Give the records again exactly as written. Leave out the pictures.

........

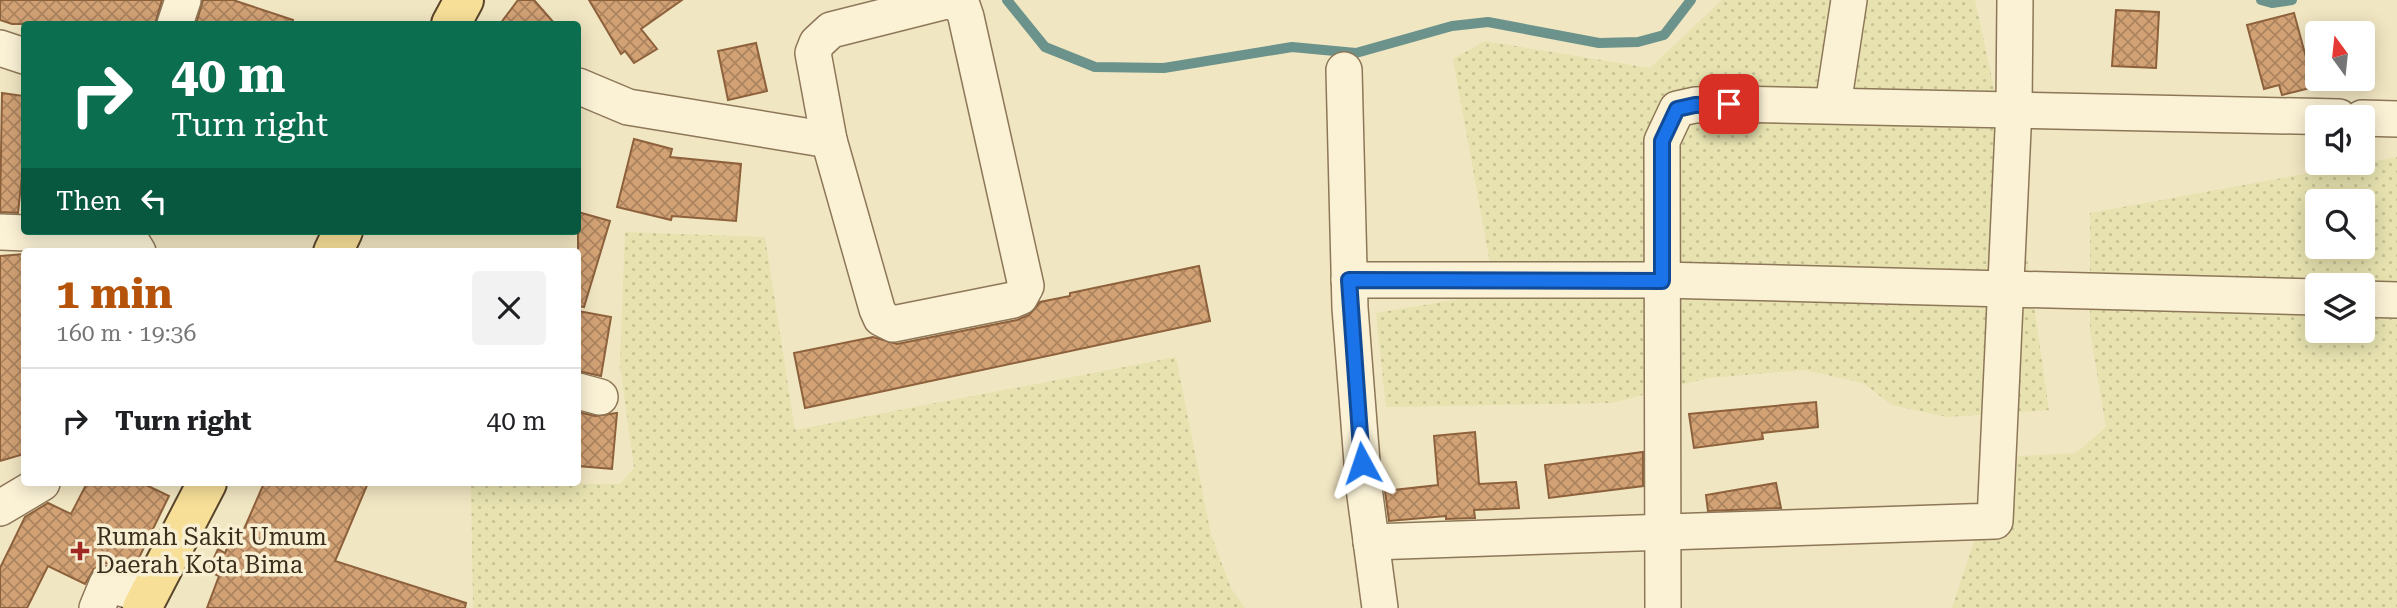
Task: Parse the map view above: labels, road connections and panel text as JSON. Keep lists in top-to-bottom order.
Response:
{
  "places": {
    "health": ["Rumah Sakit Umum Daerah Kota Bima"]
  },
  "north": "top",
  "page": {
    "turn": ["40 m", "Turn right"],
    "then": "Then",
    "heading": ["1 min", "160 m · 19:36"],
    "list": [
      {
        "name": "Turn right",
        "value": "40 m"
      }
    ]
  }
}
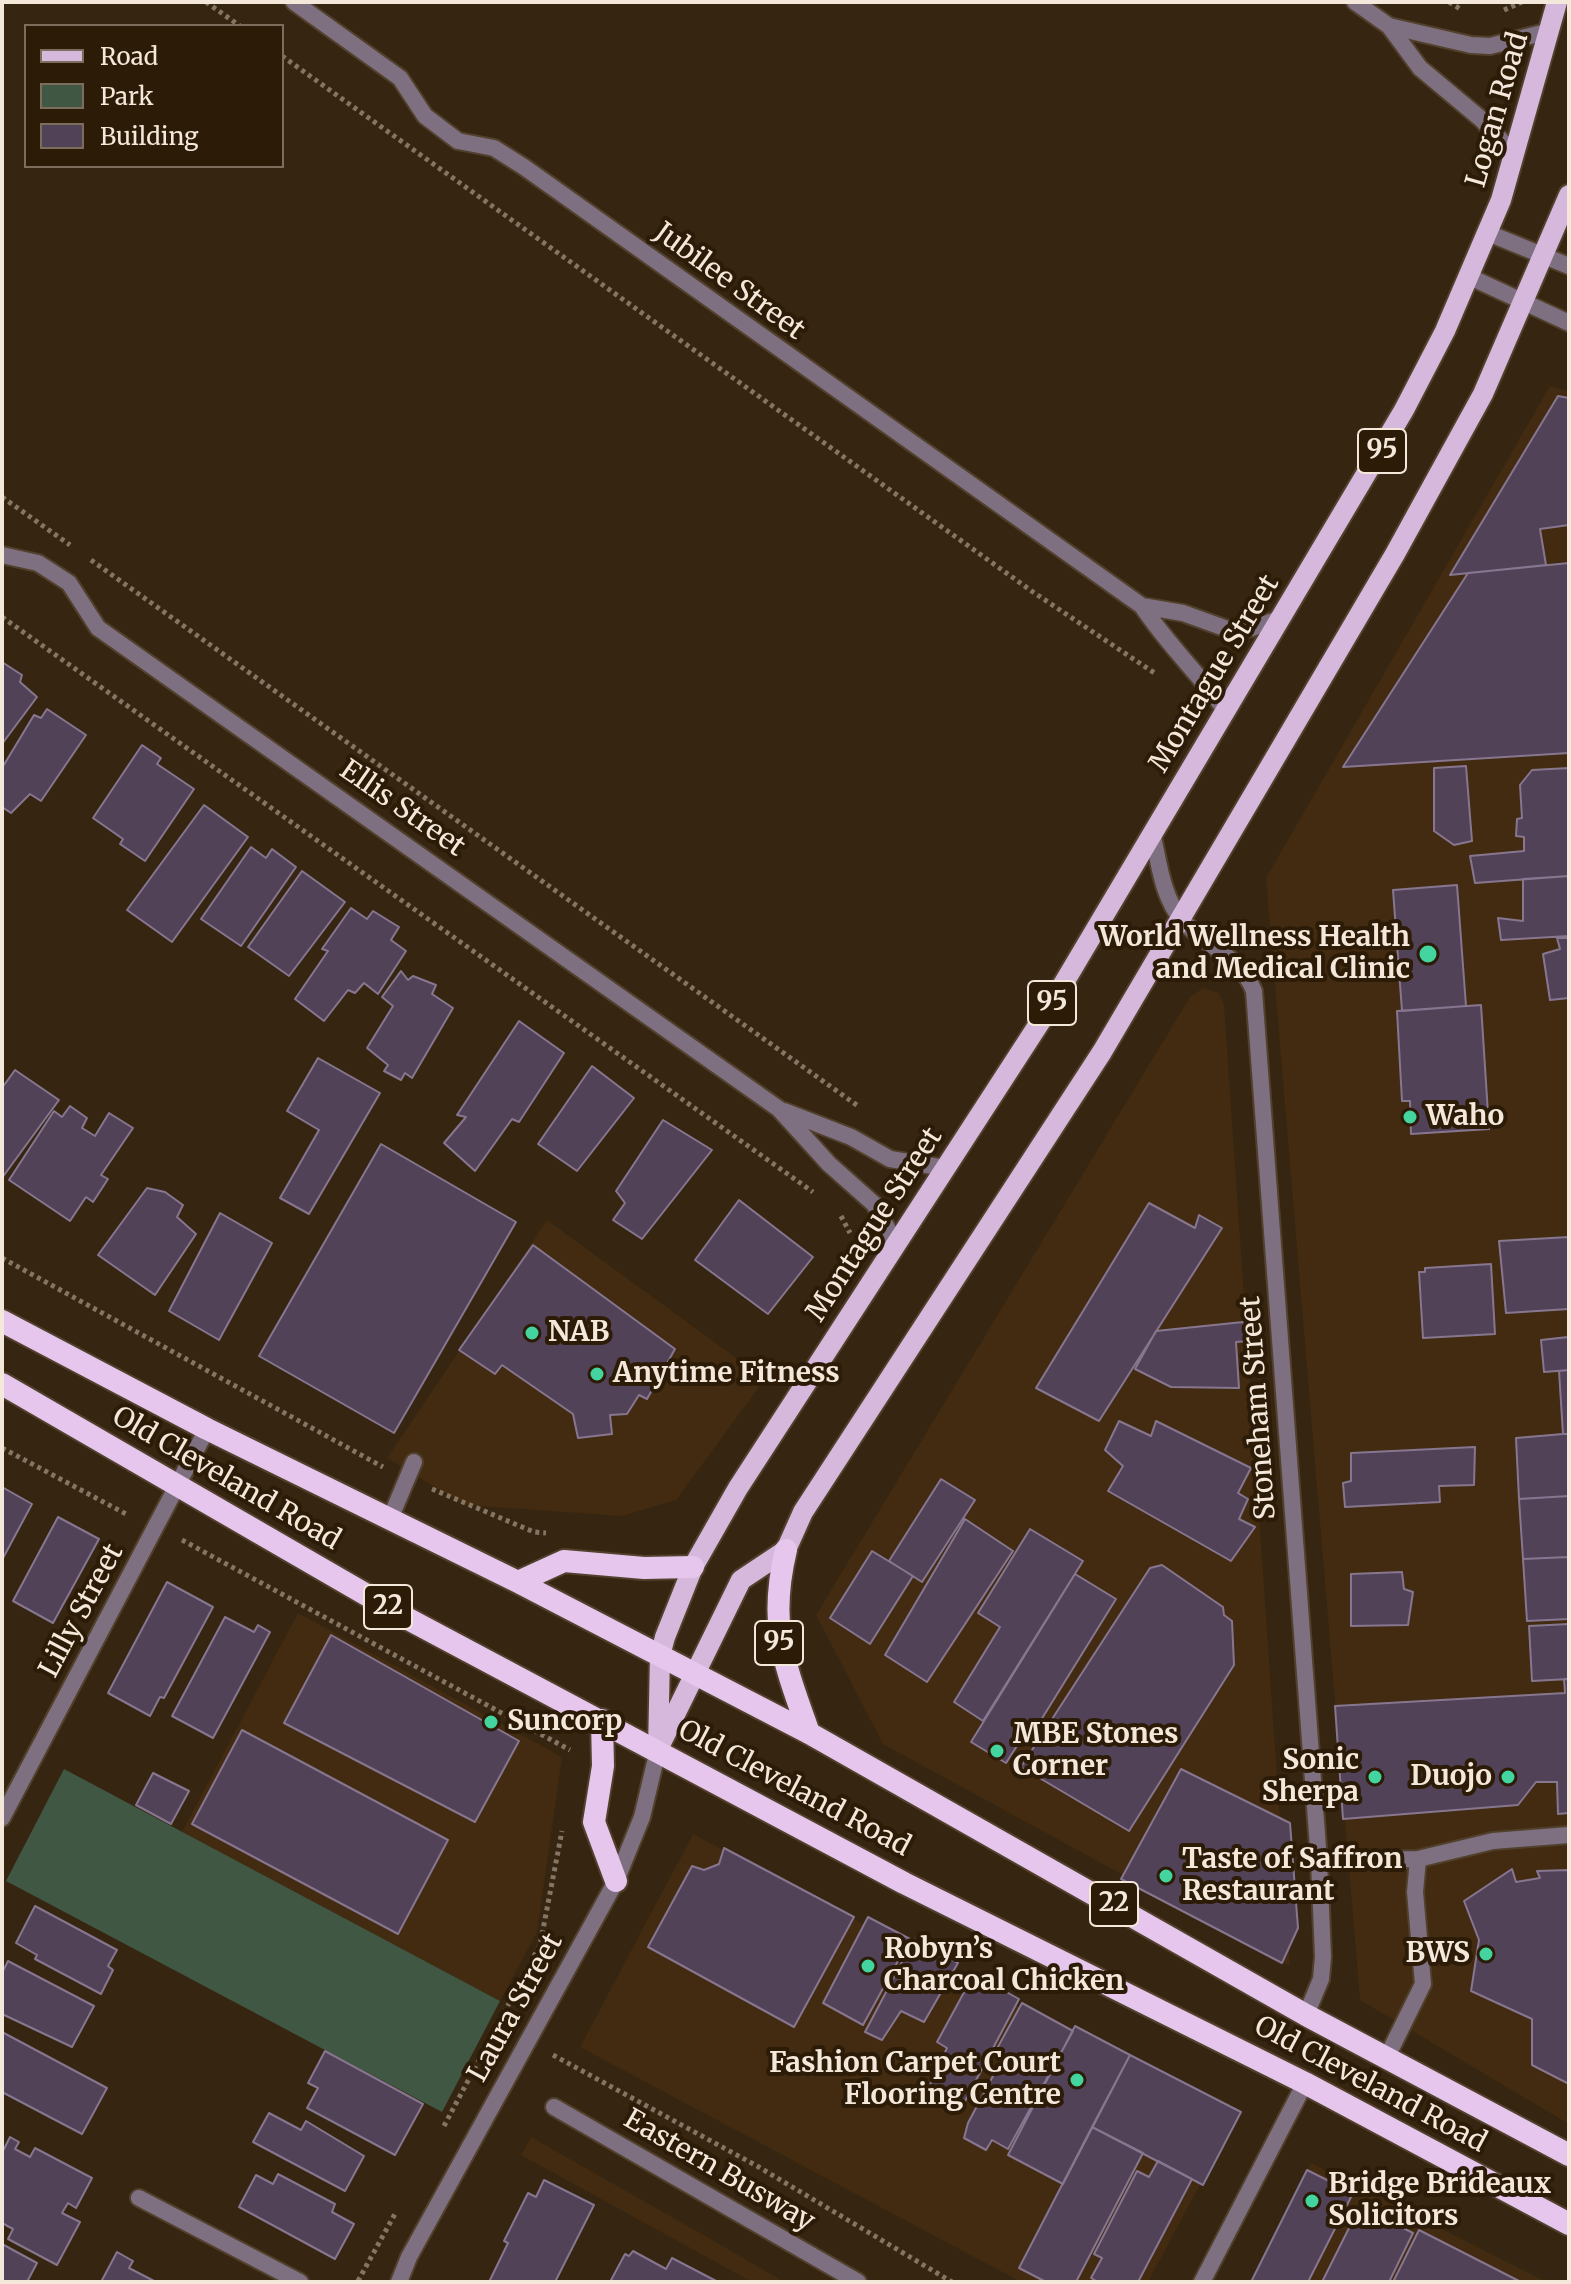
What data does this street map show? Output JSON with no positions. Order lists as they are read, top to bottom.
{
  "streets": {
    "highway": ["95", "Old Cleveland Road", "22"],
    "main road": ["Logan Road", "Montague Street"],
    "street": [
      "Jubilee Street",
      "Ellis Street",
      "Stoneham Street",
      "Lilly Street",
      "Laura Street",
      "Eastern Busway"
    ]
  },
  "crossings": [
    ["Logan Road", "Montague Street"],
    ["Jubilee Street", "Montague Street"],
    ["95", "Montague Street"],
    ["95", "Stoneham Street"],
    ["95", "Old Cleveland Road"],
    ["95", "Laura Street"],
    ["Montague Street", "Ellis Street"],
    ["Montague Street", "Stoneham Street"],
    ["Montague Street", "Old Cleveland Road"],
    ["Montague Street", "Laura Street"],
    ["Stoneham Street", "Old Cleveland Road"],
    ["Old Cleveland Road", "Lilly Street"],
    ["Old Cleveland Road", "Laura Street"]
  ],
  "places": [
    "World Wellness Health and Medical Clinic",
    "Waho",
    "NAB",
    "Anytime Fitness",
    "Suncorp",
    "MBE Stones Corner",
    "Sonic Sherpa",
    "Duojo",
    "Taste of Saffron Restaurant",
    "BWS",
    "Robyn’s Charcoal Chicken",
    "Fashion Carpet Court Flooring Centre",
    "Bridge Brideaux Solicitors"
  ],
  "legend": ["Road", "Park", "Building"]
}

........

◆ Response box
Task: Parse the map view above: labels, road connections and panel text as JSON. Keep lists in top-to-bottom order.
Response:
{
  "places": {
    "health": ["Rumah Sakit Umum Daerah Kota Bima"]
  },
  "north": "top",
  "page": {
    "turn": ["40 m", "Turn right"],
    "then": "Then",
    "heading": ["1 min", "160 m · 19:36"],
    "list": [
      {
        "name": "Turn right",
        "value": "40 m"
      }
    ]
  }
}
What data does this street map show? Output JSON with no positions. Order lists as they are read, top to bottom.
{
  "streets": {
    "highway": ["95", "Old Cleveland Road", "22"],
    "main road": ["Logan Road", "Montague Street"],
    "street": [
      "Jubilee Street",
      "Ellis Street",
      "Stoneham Street",
      "Lilly Street",
      "Laura Street",
      "Eastern Busway"
    ]
  },
  "crossings": [
    ["Logan Road", "Montague Street"],
    ["Jubilee Street", "Montague Street"],
    ["95", "Montague Street"],
    ["95", "Stoneham Street"],
    ["95", "Old Cleveland Road"],
    ["95", "Laura Street"],
    ["Montague Street", "Ellis Street"],
    ["Montague Street", "Stoneham Street"],
    ["Montague Street", "Old Cleveland Road"],
    ["Montague Street", "Laura Street"],
    ["Stoneham Street", "Old Cleveland Road"],
    ["Old Cleveland Road", "Lilly Street"],
    ["Old Cleveland Road", "Laura Street"]
  ],
  "places": [
    "World Wellness Health and Medical Clinic",
    "Waho",
    "NAB",
    "Anytime Fitness",
    "Suncorp",
    "MBE Stones Corner",
    "Sonic Sherpa",
    "Duojo",
    "Taste of Saffron Restaurant",
    "BWS",
    "Robyn’s Charcoal Chicken",
    "Fashion Carpet Court Flooring Centre",
    "Bridge Brideaux Solicitors"
  ],
  "legend": ["Road", "Park", "Building"]
}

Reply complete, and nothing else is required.